Single like Sally on the old Dick Van Dyke show.
With one exception.
Sally was desperate, so much so that she put up with Herman Glimshire...and his mother.
I, on the other hand, am pretty particular. I don't want to be with someone just to be with someone. I want to be with someone because I WANT to be with him.
Does that make any sense?
Of course, that doesn't mean that others don't think I should be with someone...ANYONE...just to be with someone. I don't want a profile on Match.com so that I can find some other person desperately seeking a partner and finding someone suitable to settle with. I don't want to settle. Ever.

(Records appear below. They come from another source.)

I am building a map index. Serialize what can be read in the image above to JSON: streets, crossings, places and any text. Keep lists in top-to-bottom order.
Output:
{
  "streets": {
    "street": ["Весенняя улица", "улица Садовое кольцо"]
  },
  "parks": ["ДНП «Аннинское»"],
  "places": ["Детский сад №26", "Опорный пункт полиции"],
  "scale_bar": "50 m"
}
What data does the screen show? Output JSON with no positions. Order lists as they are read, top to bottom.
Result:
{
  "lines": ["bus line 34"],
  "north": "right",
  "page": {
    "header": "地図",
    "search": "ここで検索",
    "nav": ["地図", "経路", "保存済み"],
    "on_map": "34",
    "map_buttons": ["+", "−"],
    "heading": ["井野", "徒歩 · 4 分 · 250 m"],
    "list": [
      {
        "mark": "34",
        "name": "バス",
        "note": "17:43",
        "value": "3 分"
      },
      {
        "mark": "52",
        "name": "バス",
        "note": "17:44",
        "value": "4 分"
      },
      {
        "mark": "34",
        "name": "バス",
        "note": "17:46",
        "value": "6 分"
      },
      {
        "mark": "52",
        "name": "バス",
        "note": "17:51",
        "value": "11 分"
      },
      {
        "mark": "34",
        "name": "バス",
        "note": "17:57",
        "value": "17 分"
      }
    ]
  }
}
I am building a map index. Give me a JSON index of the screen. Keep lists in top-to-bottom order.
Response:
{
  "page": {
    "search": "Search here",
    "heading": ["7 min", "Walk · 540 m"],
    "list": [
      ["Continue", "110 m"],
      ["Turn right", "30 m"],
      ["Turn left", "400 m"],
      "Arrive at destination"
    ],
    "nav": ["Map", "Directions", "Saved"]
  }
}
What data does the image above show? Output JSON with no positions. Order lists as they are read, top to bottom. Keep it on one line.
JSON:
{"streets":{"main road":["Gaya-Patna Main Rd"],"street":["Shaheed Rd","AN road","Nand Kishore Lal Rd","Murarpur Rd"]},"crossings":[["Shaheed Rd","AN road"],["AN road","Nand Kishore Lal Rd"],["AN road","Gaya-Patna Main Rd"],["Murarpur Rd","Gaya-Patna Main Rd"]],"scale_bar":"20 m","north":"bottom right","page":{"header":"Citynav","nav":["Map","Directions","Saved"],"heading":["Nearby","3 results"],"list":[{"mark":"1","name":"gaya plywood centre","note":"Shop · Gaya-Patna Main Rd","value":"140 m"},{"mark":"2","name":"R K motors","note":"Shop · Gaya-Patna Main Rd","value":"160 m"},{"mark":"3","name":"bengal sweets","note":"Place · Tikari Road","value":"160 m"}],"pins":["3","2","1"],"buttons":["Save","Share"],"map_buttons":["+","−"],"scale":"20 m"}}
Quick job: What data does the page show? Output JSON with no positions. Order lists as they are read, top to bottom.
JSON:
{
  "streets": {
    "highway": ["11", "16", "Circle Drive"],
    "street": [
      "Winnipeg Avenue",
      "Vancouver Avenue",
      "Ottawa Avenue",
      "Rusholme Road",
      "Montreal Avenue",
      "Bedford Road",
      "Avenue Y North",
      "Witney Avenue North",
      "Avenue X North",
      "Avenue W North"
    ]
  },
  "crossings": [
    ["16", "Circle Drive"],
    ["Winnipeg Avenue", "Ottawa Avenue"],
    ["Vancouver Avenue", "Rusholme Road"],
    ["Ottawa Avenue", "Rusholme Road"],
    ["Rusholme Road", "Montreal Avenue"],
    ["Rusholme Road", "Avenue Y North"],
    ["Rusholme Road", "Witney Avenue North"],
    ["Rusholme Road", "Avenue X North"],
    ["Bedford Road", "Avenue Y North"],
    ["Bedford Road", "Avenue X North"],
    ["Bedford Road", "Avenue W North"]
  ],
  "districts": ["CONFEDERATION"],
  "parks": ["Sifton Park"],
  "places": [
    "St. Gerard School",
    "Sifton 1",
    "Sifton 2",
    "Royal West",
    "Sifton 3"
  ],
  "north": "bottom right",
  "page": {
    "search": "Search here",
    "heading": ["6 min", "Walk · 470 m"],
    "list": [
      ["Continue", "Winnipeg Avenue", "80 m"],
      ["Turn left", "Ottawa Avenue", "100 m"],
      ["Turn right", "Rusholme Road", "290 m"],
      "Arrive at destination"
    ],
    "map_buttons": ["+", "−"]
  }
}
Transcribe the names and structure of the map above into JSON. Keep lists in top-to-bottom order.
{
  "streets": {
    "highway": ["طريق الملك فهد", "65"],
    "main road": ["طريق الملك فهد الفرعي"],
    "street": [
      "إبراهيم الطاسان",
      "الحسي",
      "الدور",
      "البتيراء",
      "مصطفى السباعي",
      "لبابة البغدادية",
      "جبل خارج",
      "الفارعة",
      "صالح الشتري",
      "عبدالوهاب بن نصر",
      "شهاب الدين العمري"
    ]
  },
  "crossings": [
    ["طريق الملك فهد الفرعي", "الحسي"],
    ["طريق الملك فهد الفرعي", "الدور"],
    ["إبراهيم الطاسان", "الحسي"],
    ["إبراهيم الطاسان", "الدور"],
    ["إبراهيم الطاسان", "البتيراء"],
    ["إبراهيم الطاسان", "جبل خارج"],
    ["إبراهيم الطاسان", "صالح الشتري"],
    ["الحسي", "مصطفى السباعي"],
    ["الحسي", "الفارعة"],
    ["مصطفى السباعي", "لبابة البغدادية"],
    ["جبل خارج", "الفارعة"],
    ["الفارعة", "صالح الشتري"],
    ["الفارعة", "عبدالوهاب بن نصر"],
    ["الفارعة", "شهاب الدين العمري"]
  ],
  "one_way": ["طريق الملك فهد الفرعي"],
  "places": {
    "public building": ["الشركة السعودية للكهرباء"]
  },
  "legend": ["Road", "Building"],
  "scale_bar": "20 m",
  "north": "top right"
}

Over the weekend I went with my parents to a local diner for lunch. Being frequent visitors to the diner, we know the staff, including the owner, who sat down with us to chat. Naturally, it was during this time that my father "remembered" his boss's wife telling him she'd 'found' someone nice for me. I didn't even know I'd commissioned her to look. My father took great delight in telling us about this...this....window washer. A self employed window washer who was also several years my junior. My parents and the diner owner took great delight, heartily laughing at my expense, while I voiced my objections at the entire situation. A window washer? I am a professional, I protested, red-faced, and therefore seeking an intellectual equal!
I acted insulted, but in reality, I was angry and hurt...and embarrassed. It made me feel like I was some sort of failure, so great a failure that someone thought "Hey! Here's a single fella who's actually breathing! He'd be perfect for Lisa!"
Why do people insist on having to try to 'set up' single people? Why is it so difficult to comprehend that maybe single people are happy being, well, single?
If I wanted to be married, goodness knows I could have been married to any number of men. But, much like the ugly step sisters and the glass slipper, I didn't find the fit comfortable.
I had a philosophy class ages ago in college, and while I don't remember exactly who's philosophy it was, I do remember the theory: The search for true love was the search for ones "other half". Back at the beginning of time, man was a being with two half's: male and female. One day, man angered the gods who decided that man had to suffer and split the two parts in half, setting them down on opposite sides of the world, and forcing them to search for their one true love, their other half.
Perhaps my "other half" has the same terrible sense of direction that I have and is as hopelessly lost as I am.
In any event, I'll wait for him. The law of averages tells me we'll eventually cross paths. And when we do, we'll know...and we'll find our way together.